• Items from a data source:
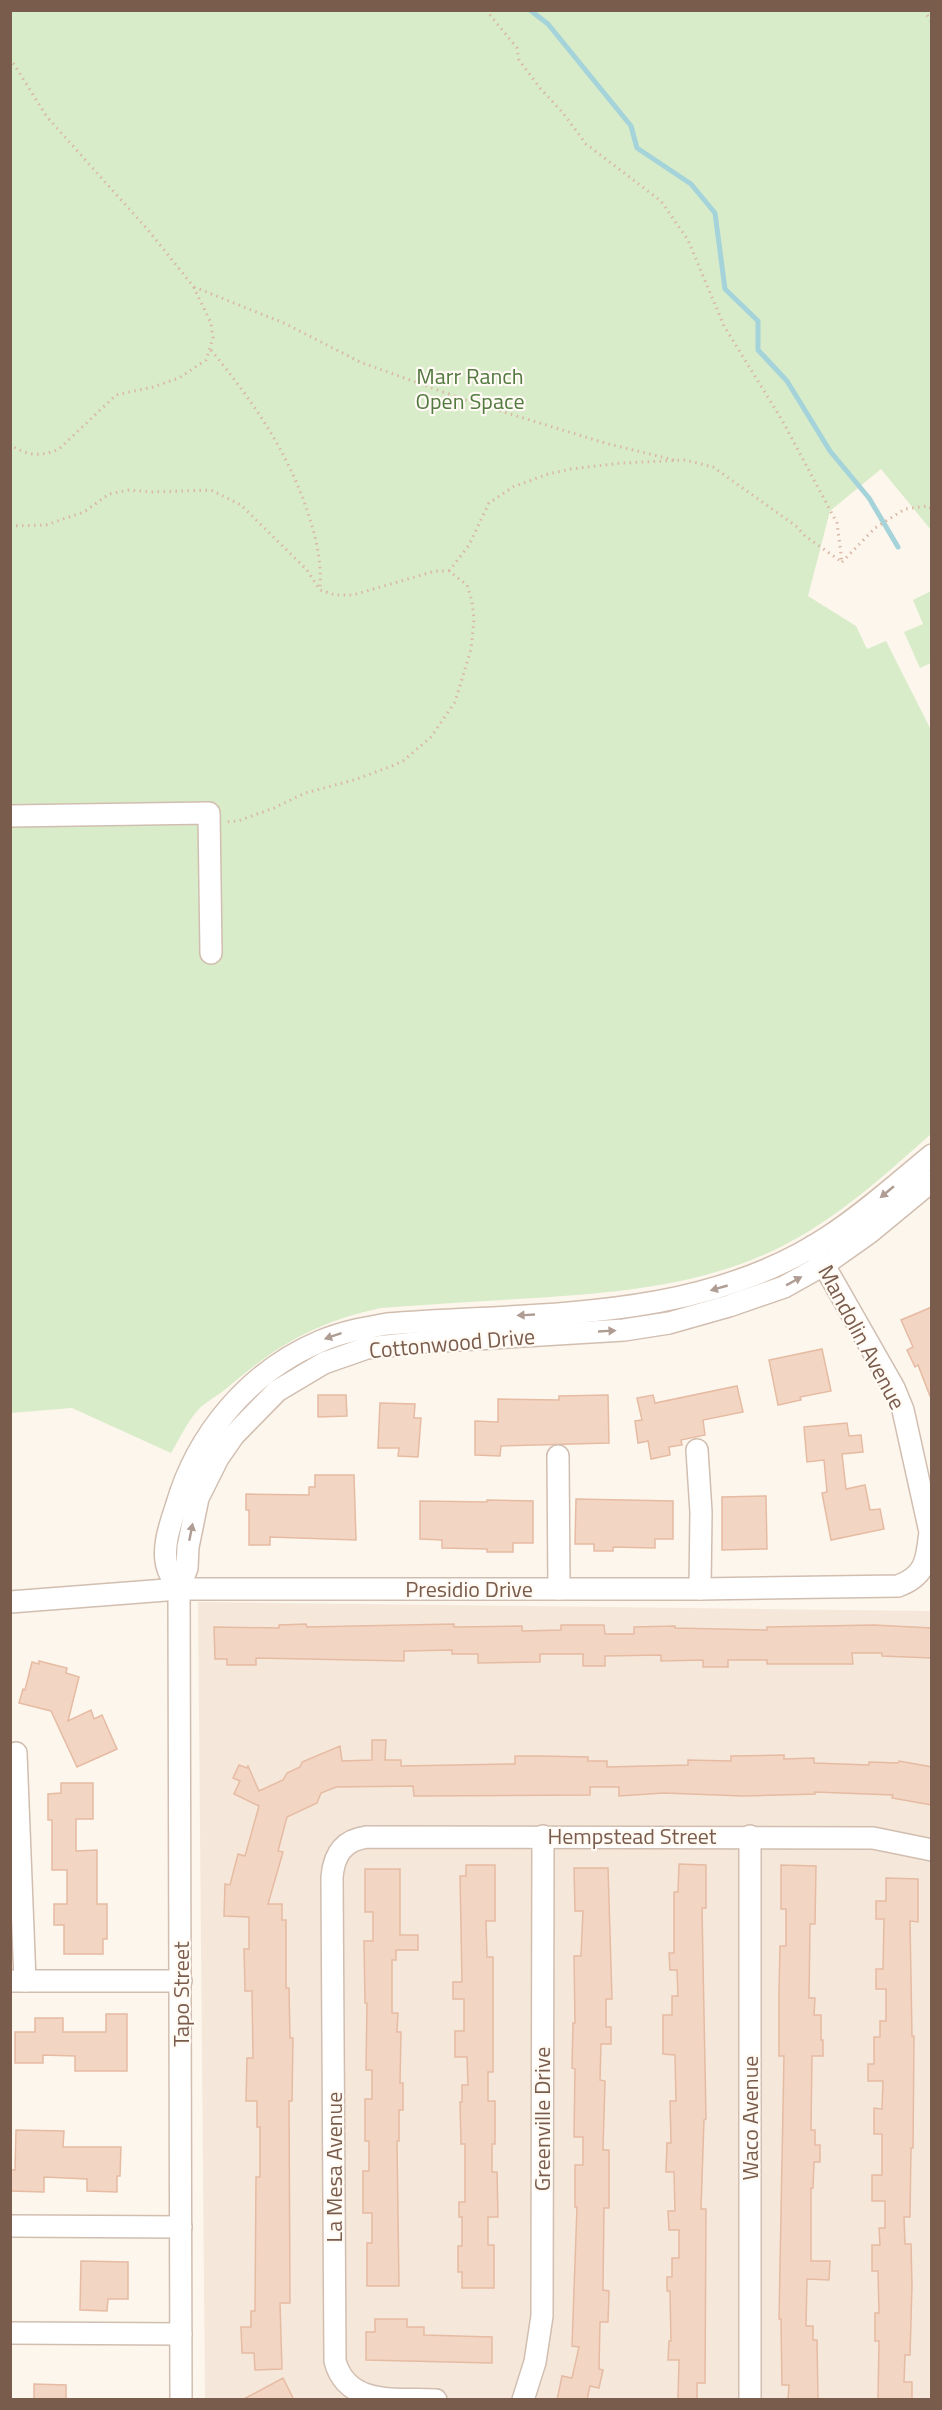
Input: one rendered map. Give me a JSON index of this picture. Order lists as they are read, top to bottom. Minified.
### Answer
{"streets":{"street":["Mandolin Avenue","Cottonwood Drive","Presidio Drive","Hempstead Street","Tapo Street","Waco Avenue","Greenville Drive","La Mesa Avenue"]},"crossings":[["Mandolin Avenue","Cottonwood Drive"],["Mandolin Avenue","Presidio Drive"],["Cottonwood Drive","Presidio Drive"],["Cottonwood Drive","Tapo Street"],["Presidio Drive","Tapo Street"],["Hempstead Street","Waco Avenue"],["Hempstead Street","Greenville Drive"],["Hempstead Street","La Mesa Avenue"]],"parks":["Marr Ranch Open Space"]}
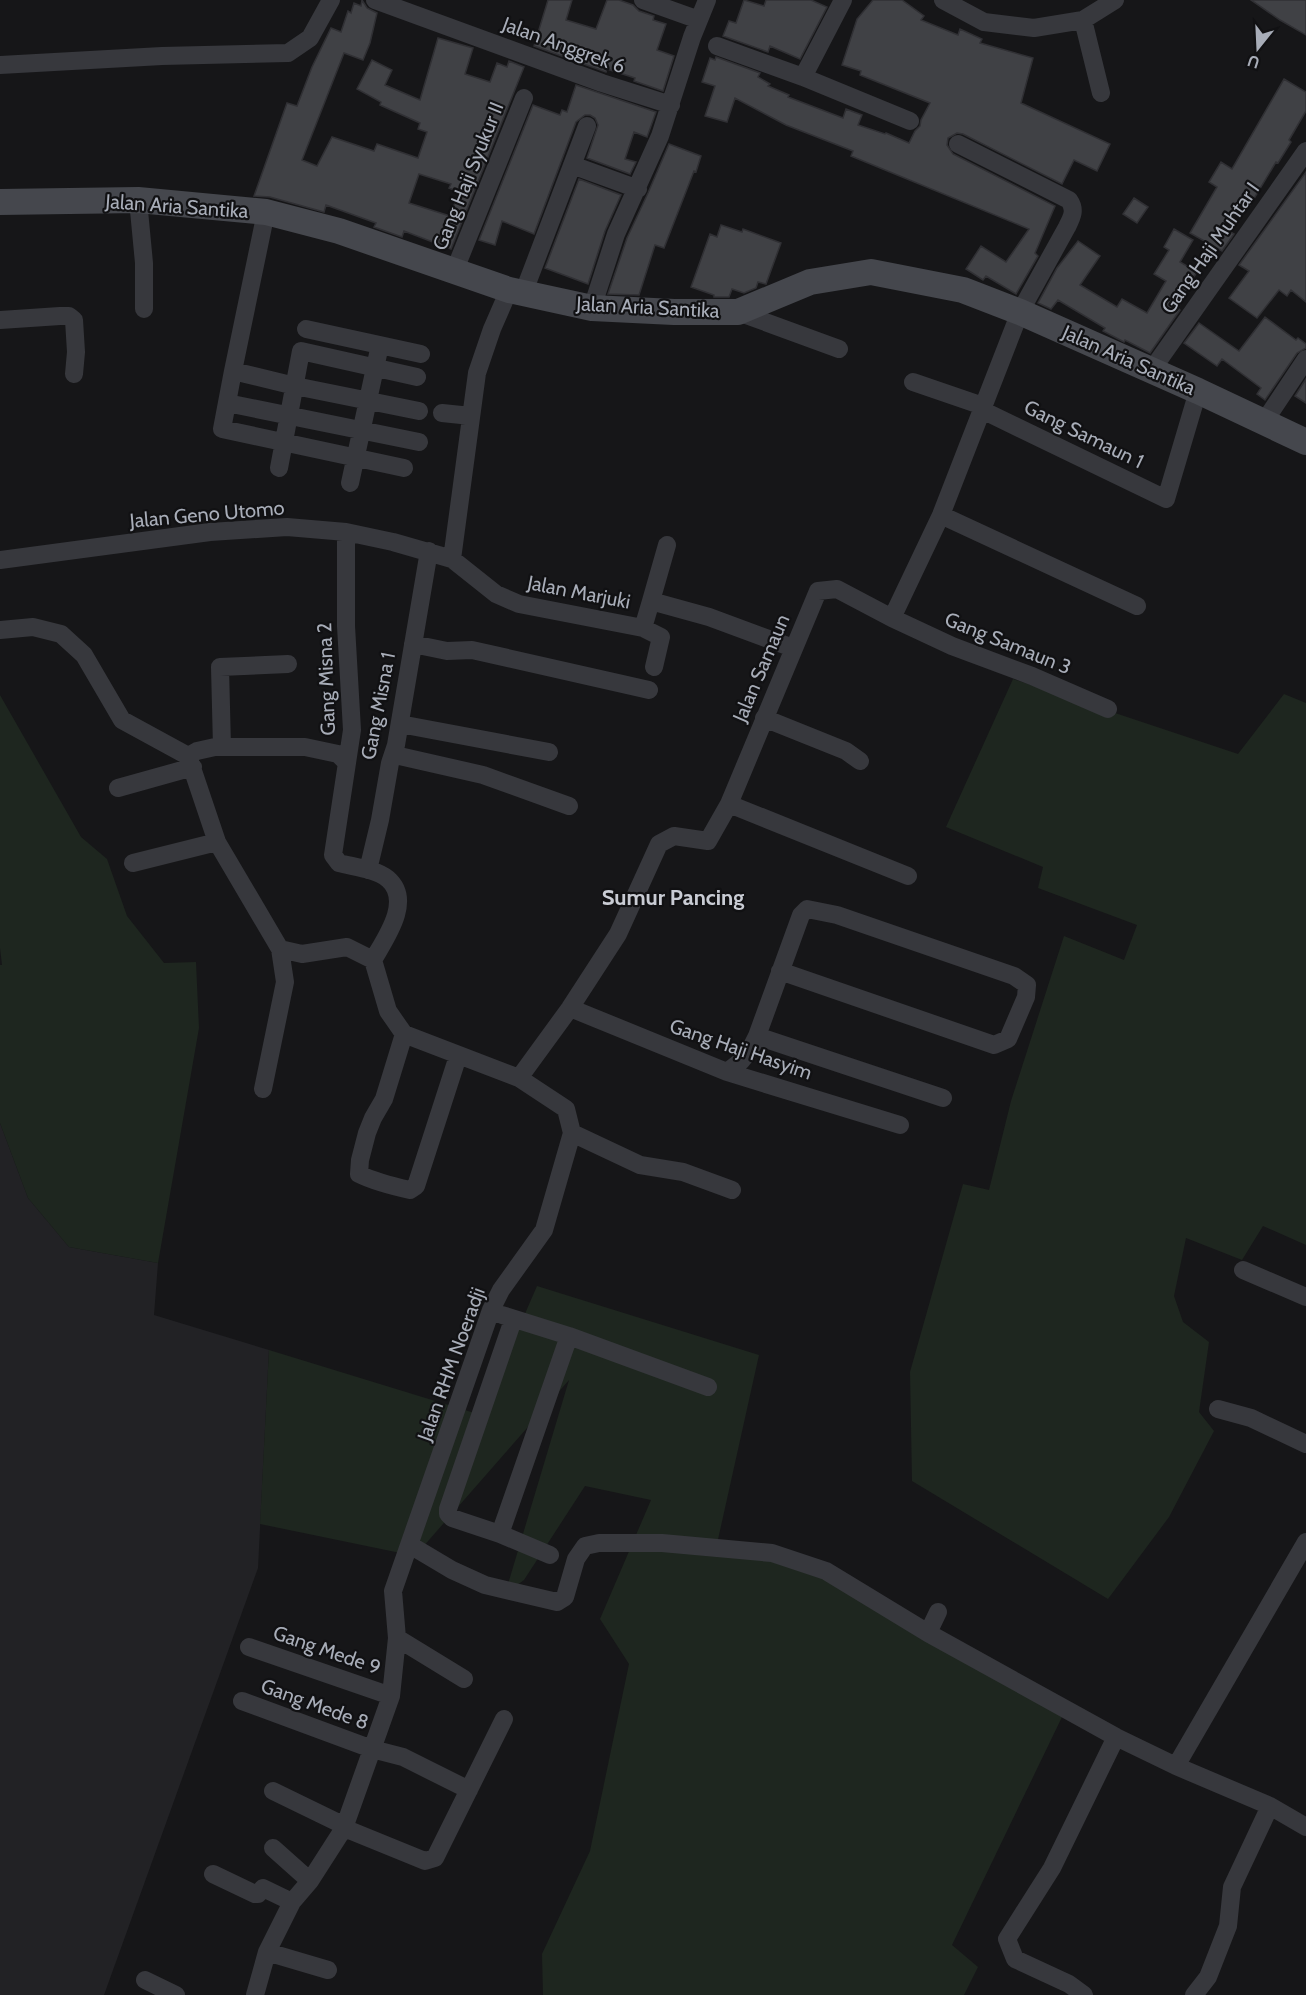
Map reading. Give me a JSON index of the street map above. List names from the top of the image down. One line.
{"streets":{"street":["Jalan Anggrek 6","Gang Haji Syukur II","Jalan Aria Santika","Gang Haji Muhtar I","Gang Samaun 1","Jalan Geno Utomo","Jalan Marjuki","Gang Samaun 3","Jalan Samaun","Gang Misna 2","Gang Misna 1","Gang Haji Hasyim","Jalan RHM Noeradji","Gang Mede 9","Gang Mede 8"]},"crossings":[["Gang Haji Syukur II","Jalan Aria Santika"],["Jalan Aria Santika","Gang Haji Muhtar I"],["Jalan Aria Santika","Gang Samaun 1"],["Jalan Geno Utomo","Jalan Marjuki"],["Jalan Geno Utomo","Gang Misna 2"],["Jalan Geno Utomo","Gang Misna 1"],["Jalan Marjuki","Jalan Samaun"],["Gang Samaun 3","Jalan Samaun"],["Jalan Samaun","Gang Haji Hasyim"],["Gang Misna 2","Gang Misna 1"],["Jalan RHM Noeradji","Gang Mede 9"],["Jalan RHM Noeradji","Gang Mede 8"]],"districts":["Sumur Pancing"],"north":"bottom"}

• Try it: In how many lines of the records does the word "JSON" appear? Reply with the number only.

• Output of the task: 2